With regard to improving the student experience, Hermalin said he will seek to change “a stressful, Darwinian environment at odds with our goal of seeing students thrive, learn to collaborate and enjoy a sense of belonging,” an environment that overrelies on grades for determining access to courses and majors. He said he wants to work with the faculty to build a Berkeley that “invests in the success of every student and makes every student feel they belong here.”
He stressed the need for Berkeley to become a Hispanic-Serving Institution to advance the goal of having a student body that better reflects the demographics of California.
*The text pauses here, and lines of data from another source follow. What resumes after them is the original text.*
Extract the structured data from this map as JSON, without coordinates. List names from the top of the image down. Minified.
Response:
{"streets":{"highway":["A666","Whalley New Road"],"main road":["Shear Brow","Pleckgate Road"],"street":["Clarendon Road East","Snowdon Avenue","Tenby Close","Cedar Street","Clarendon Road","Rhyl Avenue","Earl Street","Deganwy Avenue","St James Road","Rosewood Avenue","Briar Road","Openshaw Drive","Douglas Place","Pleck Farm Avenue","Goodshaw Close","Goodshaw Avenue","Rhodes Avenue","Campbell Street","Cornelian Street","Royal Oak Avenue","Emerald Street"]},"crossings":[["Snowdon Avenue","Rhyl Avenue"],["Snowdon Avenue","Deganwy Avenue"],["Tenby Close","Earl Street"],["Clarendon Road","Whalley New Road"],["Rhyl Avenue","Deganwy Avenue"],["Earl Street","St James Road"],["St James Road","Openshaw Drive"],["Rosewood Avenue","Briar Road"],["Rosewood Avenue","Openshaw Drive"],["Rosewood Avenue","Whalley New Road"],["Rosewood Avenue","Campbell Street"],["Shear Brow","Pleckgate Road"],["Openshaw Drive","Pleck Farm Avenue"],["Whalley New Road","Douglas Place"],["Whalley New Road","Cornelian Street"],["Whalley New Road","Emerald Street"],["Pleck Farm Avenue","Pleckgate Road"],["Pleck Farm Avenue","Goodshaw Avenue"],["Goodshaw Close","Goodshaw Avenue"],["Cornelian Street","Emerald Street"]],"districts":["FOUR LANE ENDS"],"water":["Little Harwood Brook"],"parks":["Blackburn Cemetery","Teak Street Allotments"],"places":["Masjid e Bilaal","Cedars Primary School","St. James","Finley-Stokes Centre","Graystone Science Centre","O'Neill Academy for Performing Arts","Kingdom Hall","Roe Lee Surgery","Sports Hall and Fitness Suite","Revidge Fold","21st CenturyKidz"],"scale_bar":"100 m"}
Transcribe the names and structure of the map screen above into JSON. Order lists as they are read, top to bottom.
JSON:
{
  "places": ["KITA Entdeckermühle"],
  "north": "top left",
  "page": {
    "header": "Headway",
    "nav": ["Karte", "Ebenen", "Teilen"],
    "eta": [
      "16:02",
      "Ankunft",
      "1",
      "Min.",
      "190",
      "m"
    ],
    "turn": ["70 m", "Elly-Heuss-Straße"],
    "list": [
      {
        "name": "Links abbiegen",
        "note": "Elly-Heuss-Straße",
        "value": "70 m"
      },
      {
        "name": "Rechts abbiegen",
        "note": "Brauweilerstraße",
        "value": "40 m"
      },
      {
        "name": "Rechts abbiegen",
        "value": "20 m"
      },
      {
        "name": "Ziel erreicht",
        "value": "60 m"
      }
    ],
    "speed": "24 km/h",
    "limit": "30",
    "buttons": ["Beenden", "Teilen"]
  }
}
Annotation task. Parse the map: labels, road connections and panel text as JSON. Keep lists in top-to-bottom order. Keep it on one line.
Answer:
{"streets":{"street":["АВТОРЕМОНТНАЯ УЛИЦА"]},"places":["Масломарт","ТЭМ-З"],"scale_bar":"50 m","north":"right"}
He currently meets monthly with the leadership of the Latinx Faculty Association.
So that Berkeley can preserve its core excellence, Hermalin said he’ll work with deans to ensure they have the resources, time and support to be effective at fundraising, and that he’ll push for a system where “funds flow where needed, Berkeley’s comprehensive excellence is guaranteed, and incentives are provided to generate and utilize funds wisely.”
Additional plans he cited include increasing the size of the faculty to keep up with the growing student population; addressing maintenance needs so that Berkeley’s facilities will not only accommodate such growth, but be world-class; and keeping staff levels high enough to avoid staff burnout and inadequate support for students and faculty.
The campus’s current challenges are daunting, admitted Hermalin. But he emphasized that, after first holding conversations with members of the campus community to solidify priorities, “I’ll work tirelessly to meet those, and to seize opportunities in ways that make Berkeley stronger, that keep Berkeley Berkeley, in terms of ethos, eminence and excellence.”